• **EXERCISE BRIEF**:
Without including any pictures, write out the listing below exactly.

• **RECORDED DATA**:
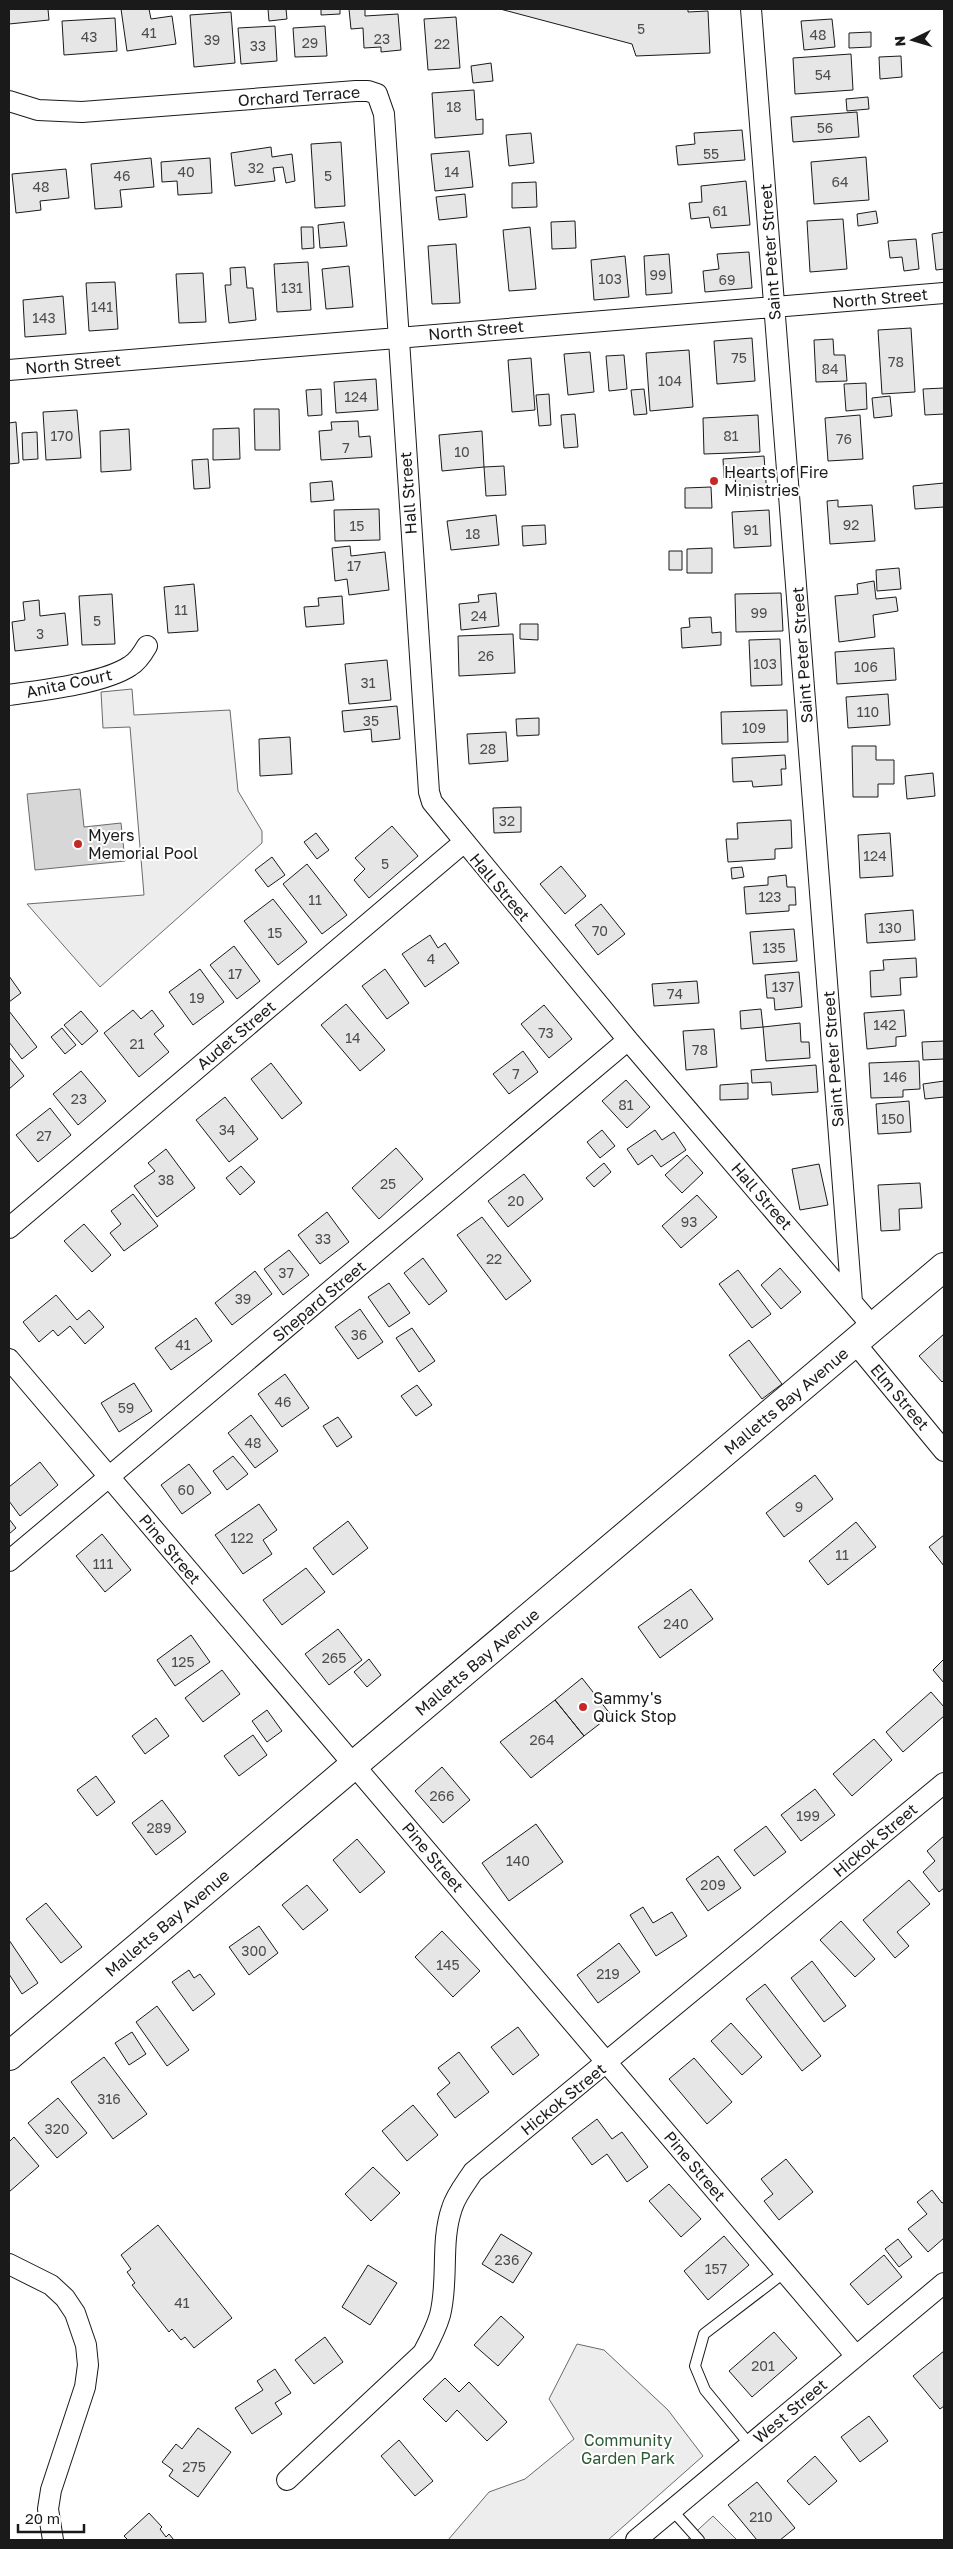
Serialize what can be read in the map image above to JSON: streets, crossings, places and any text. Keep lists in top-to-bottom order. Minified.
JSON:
{"streets":{"street":["Orchard Terrace","Saint Peter Street","North Street","Hall Street","Anita Court","Audet Street","Shepard Street","Elm Street","Malletts Bay Avenue","Pine Street","Hickok Street","West Street"]},"crossings":[["Orchard Terrace","North Street"],["Orchard Terrace","Hall Street"],["Saint Peter Street","North Street"],["Saint Peter Street","Hall Street"],["North Street","Hall Street"],["Hall Street","Audet Street"],["Hall Street","Shepard Street"],["Hall Street","Elm Street"],["Hall Street","Malletts Bay Avenue"],["Shepard Street","Pine Street"],["Elm Street","Malletts Bay Avenue"],["Malletts Bay Avenue","Pine Street"],["Pine Street","Hickok Street"],["Pine Street","West Street"]],"parks":["Community Garden Park"],"places":["Hearts of Fire Ministries","Myers Memorial Pool","Sammy's Quick Stop"],"house_numbers":["5","41","48","43","23","39","29","22","33","54","18","56","55","32","40","14","46","5","64","48","61","99","103","69","131","141","143","75","78","84","104","124","170","81","76","7","10","92","15","91","18","17","11","99","24","5","3","26","103","106","31","110","35","109","28","32","124","5","123","11","130","70","15","135","4","17","137","74","19","142","73","14","21","78","7","146","23","81","150","34","27","38","25","20","93","33","22","37","39","36","41","46","59","48","60","9","122","11","111","240","265","125","264","266","199","289","140","209","300","145","219","316","320","236","157","41","201","275","210"],"scale_bar":"20 m","north":"left"}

• **EXERCISE OUTPUT**:
Serialize what can be read in the map image above to JSON: streets, crossings, places and any text. Keep lists in top-to-bottom order. Minified.
JSON:
{"streets":{"street":["Orchard Terrace","Saint Peter Street","North Street","Hall Street","Anita Court","Audet Street","Shepard Street","Elm Street","Malletts Bay Avenue","Pine Street","Hickok Street","West Street"]},"crossings":[["Orchard Terrace","North Street"],["Orchard Terrace","Hall Street"],["Saint Peter Street","North Street"],["Saint Peter Street","Hall Street"],["North Street","Hall Street"],["Hall Street","Audet Street"],["Hall Street","Shepard Street"],["Hall Street","Elm Street"],["Hall Street","Malletts Bay Avenue"],["Shepard Street","Pine Street"],["Elm Street","Malletts Bay Avenue"],["Malletts Bay Avenue","Pine Street"],["Pine Street","Hickok Street"],["Pine Street","West Street"]],"parks":["Community Garden Park"],"places":["Hearts of Fire Ministries","Myers Memorial Pool","Sammy's Quick Stop"],"house_numbers":["5","41","48","43","23","39","29","22","33","54","18","56","55","32","40","14","46","5","64","48","61","99","103","69","131","141","143","75","78","84","104","124","170","81","76","7","10","92","15","91","18","17","11","99","24","5","3","26","103","106","31","110","35","109","28","32","124","5","123","11","130","70","15","135","4","17","137","74","19","142","73","14","21","78","7","146","23","81","150","34","27","38","25","20","93","33","22","37","39","36","41","46","59","48","60","9","122","11","111","240","265","125","264","266","199","289","140","209","300","145","219","316","320","236","157","41","201","275","210"],"scale_bar":"20 m","north":"left"}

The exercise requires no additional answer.